Your assignment:
Copy each line below holding "this".
Data shown section start
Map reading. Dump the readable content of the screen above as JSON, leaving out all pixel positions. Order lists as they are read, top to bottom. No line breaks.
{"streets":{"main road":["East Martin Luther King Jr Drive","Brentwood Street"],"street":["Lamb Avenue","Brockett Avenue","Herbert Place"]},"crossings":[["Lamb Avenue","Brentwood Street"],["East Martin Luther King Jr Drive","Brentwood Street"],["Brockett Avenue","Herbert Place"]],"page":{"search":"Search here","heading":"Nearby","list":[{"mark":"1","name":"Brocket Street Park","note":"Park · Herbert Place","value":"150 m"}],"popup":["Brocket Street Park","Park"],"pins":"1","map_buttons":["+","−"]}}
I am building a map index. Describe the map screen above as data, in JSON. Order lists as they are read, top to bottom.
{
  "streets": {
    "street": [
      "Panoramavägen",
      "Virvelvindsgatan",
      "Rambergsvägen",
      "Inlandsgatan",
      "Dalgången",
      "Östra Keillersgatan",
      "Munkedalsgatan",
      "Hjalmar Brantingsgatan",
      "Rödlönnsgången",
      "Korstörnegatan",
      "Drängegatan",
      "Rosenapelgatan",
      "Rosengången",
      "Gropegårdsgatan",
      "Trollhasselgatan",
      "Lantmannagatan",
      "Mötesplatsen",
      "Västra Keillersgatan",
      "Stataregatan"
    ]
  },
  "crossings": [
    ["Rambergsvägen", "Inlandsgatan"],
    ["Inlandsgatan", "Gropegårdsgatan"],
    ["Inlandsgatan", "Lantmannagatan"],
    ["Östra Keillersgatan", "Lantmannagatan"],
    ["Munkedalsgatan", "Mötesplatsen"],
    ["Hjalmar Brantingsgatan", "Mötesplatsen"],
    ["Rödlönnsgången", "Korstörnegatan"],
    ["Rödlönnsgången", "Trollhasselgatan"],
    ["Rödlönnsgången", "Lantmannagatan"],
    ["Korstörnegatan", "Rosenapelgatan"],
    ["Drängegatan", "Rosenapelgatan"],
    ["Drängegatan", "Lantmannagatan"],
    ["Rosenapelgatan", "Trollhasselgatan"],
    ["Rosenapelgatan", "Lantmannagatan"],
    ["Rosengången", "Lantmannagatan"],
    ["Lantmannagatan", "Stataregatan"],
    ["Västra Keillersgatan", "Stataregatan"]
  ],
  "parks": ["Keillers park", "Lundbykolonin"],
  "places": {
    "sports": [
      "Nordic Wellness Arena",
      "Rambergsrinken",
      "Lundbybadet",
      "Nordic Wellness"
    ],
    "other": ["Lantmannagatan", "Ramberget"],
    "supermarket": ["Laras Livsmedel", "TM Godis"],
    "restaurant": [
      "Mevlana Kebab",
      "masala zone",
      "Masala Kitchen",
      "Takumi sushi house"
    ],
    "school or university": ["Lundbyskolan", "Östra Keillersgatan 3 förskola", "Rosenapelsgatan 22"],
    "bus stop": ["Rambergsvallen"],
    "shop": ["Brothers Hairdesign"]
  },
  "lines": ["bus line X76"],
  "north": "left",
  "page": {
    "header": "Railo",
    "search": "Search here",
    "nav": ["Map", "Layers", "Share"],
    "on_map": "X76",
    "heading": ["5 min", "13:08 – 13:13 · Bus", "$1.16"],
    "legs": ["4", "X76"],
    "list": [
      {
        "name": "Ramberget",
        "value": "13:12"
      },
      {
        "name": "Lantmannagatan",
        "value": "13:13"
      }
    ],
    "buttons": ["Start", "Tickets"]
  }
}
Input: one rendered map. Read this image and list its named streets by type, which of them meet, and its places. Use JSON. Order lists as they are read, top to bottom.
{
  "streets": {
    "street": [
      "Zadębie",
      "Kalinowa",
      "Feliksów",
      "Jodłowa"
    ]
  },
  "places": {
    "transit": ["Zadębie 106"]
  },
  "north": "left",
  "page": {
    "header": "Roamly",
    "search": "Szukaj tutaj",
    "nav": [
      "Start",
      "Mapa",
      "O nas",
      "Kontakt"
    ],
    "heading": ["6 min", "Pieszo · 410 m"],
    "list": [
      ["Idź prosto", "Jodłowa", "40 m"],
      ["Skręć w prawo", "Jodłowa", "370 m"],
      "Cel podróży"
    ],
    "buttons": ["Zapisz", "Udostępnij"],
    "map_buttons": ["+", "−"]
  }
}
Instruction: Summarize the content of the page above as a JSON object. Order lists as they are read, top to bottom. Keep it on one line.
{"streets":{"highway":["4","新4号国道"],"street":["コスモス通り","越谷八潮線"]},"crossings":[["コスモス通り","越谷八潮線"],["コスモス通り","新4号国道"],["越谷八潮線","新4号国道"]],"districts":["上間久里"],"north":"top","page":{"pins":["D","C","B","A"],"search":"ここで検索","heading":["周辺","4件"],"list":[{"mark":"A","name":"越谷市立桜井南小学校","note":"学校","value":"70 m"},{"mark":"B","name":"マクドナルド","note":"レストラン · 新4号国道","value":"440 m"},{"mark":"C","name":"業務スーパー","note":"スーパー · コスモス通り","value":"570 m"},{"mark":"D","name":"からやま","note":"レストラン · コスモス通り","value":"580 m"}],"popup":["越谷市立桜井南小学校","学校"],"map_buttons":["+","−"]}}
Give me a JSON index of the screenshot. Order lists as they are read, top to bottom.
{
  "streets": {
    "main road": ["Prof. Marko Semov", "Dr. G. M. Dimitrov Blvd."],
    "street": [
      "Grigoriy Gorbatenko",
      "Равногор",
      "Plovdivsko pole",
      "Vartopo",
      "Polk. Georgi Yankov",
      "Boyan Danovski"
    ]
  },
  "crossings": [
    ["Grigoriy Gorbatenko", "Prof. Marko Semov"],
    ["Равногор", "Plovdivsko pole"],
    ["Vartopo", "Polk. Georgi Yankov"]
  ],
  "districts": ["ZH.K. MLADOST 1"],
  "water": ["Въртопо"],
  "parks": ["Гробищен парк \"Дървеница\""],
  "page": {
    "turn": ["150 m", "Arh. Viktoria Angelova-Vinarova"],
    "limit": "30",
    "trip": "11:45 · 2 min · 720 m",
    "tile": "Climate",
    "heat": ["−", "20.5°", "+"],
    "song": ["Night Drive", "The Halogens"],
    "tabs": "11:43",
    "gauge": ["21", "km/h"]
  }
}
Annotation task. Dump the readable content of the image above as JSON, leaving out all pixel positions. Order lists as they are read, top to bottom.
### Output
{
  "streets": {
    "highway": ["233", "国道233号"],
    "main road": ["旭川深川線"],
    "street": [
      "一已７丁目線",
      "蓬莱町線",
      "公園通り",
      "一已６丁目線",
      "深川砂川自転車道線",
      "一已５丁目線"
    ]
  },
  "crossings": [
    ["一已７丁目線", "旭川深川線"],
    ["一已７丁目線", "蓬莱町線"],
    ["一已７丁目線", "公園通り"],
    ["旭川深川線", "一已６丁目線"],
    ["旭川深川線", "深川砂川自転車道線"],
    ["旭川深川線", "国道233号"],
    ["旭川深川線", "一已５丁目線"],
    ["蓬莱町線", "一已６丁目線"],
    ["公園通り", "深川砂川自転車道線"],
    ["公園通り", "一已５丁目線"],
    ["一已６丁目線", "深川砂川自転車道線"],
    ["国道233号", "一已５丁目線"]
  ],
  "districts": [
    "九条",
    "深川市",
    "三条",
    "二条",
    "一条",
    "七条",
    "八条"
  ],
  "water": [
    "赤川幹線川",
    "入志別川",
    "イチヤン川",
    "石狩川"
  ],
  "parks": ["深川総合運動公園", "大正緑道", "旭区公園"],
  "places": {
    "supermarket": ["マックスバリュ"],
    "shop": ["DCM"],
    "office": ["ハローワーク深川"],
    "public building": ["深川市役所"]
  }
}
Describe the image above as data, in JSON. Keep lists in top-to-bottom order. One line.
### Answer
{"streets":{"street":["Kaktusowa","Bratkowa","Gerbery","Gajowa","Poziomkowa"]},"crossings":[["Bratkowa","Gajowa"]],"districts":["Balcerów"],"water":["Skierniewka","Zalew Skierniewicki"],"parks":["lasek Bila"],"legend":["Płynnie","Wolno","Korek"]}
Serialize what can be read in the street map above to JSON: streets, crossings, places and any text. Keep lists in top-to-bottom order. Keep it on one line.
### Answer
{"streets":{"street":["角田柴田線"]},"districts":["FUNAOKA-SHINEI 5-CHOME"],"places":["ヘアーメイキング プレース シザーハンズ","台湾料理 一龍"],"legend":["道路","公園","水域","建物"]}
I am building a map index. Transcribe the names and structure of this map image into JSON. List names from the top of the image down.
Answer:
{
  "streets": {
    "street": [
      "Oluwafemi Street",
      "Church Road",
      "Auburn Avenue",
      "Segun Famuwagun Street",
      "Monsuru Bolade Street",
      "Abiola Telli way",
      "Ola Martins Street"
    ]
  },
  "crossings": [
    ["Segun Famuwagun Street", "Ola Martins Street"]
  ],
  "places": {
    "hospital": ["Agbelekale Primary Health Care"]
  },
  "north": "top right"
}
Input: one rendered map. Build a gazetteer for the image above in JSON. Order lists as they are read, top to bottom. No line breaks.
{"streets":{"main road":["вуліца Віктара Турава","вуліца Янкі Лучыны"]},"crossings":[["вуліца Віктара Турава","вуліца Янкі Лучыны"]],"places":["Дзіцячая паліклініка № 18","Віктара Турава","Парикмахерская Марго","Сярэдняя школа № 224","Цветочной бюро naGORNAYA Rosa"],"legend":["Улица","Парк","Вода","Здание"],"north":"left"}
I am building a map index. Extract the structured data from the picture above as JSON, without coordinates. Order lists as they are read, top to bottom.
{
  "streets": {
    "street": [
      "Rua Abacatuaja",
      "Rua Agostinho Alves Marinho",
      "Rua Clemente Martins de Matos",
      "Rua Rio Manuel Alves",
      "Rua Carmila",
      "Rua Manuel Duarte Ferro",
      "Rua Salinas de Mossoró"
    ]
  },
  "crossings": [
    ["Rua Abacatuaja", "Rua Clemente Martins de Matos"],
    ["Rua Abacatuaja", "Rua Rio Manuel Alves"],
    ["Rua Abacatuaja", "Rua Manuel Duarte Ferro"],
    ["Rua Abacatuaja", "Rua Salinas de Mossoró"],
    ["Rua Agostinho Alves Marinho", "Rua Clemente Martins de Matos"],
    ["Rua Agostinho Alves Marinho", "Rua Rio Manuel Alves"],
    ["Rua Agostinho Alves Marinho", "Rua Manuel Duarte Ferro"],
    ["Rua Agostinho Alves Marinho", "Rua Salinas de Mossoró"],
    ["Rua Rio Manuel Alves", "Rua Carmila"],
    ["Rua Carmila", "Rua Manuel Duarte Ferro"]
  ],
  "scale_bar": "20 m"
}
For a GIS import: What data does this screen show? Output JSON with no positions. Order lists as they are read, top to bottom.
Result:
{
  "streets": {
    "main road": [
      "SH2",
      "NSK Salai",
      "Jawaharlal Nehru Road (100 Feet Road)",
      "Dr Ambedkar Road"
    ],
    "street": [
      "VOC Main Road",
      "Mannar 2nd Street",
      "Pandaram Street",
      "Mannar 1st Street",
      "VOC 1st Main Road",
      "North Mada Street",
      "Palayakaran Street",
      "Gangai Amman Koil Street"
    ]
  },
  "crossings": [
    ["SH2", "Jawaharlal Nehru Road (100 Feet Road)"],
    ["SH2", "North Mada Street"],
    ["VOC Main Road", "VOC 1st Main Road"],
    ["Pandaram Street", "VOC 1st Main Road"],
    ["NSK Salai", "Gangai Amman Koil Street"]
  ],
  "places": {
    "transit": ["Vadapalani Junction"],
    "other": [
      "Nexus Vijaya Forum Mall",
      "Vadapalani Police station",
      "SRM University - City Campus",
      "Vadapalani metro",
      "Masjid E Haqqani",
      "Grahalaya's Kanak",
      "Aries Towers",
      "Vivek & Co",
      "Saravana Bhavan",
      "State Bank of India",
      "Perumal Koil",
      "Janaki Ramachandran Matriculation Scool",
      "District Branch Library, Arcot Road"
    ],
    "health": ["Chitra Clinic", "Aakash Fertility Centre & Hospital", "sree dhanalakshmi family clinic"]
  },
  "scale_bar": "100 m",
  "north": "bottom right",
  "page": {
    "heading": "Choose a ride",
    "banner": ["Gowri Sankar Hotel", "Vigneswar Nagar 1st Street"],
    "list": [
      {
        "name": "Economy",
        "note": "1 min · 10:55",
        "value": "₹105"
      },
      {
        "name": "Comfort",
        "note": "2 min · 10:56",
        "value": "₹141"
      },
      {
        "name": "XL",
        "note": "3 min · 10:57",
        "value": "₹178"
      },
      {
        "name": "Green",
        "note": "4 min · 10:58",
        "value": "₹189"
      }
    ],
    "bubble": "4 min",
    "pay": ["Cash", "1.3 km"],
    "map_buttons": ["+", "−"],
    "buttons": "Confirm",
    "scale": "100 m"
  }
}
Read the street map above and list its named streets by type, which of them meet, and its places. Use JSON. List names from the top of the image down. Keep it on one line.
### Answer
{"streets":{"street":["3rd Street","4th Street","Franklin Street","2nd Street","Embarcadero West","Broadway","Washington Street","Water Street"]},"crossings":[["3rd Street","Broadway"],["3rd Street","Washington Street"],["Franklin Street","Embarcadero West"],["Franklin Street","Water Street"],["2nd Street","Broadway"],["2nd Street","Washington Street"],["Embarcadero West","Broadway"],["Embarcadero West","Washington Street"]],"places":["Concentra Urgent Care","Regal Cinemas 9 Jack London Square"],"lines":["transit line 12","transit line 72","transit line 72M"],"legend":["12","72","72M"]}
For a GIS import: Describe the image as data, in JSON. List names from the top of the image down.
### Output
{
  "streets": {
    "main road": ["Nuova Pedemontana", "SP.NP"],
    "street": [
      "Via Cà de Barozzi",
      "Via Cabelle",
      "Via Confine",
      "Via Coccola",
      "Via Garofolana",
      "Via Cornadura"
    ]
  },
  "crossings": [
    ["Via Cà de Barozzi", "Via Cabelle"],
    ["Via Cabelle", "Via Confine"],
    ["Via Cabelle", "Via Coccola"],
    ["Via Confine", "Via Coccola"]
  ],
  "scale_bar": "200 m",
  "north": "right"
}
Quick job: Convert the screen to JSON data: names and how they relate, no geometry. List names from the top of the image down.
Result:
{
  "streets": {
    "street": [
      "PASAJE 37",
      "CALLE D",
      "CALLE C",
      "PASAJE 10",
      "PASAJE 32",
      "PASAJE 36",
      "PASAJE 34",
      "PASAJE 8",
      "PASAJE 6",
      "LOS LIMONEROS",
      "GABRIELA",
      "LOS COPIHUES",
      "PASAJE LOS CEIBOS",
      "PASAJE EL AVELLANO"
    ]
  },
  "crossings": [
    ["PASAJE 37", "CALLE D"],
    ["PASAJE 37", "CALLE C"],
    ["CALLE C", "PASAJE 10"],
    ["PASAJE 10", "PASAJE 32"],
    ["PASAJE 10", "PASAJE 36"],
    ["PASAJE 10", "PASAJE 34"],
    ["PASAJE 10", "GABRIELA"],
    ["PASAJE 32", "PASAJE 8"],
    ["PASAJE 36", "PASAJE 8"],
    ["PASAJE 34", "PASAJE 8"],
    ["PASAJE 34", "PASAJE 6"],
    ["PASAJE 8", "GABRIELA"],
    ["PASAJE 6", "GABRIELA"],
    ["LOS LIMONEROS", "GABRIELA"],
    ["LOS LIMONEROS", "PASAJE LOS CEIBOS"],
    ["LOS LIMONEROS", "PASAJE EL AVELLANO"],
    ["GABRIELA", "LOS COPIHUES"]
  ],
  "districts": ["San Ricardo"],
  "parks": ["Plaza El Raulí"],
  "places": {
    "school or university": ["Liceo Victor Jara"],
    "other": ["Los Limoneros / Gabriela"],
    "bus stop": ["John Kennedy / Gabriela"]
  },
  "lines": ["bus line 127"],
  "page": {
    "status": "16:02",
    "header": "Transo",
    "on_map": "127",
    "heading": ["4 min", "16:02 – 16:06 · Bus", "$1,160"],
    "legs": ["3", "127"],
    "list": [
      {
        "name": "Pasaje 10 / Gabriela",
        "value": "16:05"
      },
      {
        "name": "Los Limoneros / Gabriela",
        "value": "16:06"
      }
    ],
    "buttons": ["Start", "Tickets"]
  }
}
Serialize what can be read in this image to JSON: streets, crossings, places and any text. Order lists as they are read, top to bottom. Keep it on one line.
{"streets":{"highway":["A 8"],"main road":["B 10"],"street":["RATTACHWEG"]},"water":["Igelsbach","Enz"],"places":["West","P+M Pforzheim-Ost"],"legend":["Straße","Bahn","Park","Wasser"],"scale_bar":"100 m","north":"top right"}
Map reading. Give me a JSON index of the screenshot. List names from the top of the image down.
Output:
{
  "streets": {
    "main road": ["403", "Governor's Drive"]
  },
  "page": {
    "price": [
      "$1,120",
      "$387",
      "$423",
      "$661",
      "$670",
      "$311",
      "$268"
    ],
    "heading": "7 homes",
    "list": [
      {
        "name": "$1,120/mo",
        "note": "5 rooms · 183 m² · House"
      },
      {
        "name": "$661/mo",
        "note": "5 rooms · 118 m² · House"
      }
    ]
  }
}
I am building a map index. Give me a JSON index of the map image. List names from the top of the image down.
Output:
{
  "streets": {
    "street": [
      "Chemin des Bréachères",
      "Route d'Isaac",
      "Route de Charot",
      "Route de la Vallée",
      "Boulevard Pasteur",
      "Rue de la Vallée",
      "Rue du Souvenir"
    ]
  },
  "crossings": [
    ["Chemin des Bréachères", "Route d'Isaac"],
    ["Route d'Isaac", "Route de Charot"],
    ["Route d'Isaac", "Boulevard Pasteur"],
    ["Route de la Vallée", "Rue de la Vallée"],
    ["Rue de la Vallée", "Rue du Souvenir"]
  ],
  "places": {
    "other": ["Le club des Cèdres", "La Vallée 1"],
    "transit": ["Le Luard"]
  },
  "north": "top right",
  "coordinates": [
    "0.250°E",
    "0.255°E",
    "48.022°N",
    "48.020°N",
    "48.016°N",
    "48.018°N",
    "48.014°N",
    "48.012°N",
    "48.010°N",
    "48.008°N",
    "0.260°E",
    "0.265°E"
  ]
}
Data shown section end
Problem solution:
Input: one rendered map. Read this image and list its named streets by type, which of them meet, and its places. Use JSON. Order lists as they are read, top to bottom.
I am building a map index. Transcribe the names and structure of this map image into JSON. List names from the top of the image down.
For a GIS import: What data does this screen show? Output JSON with no positions. Order lists as they are read, top to bottom.
Serialize what can be read in this image to JSON: streets, crossings, places and any text. Order lists as they are read, top to bottom. Keep it on one line.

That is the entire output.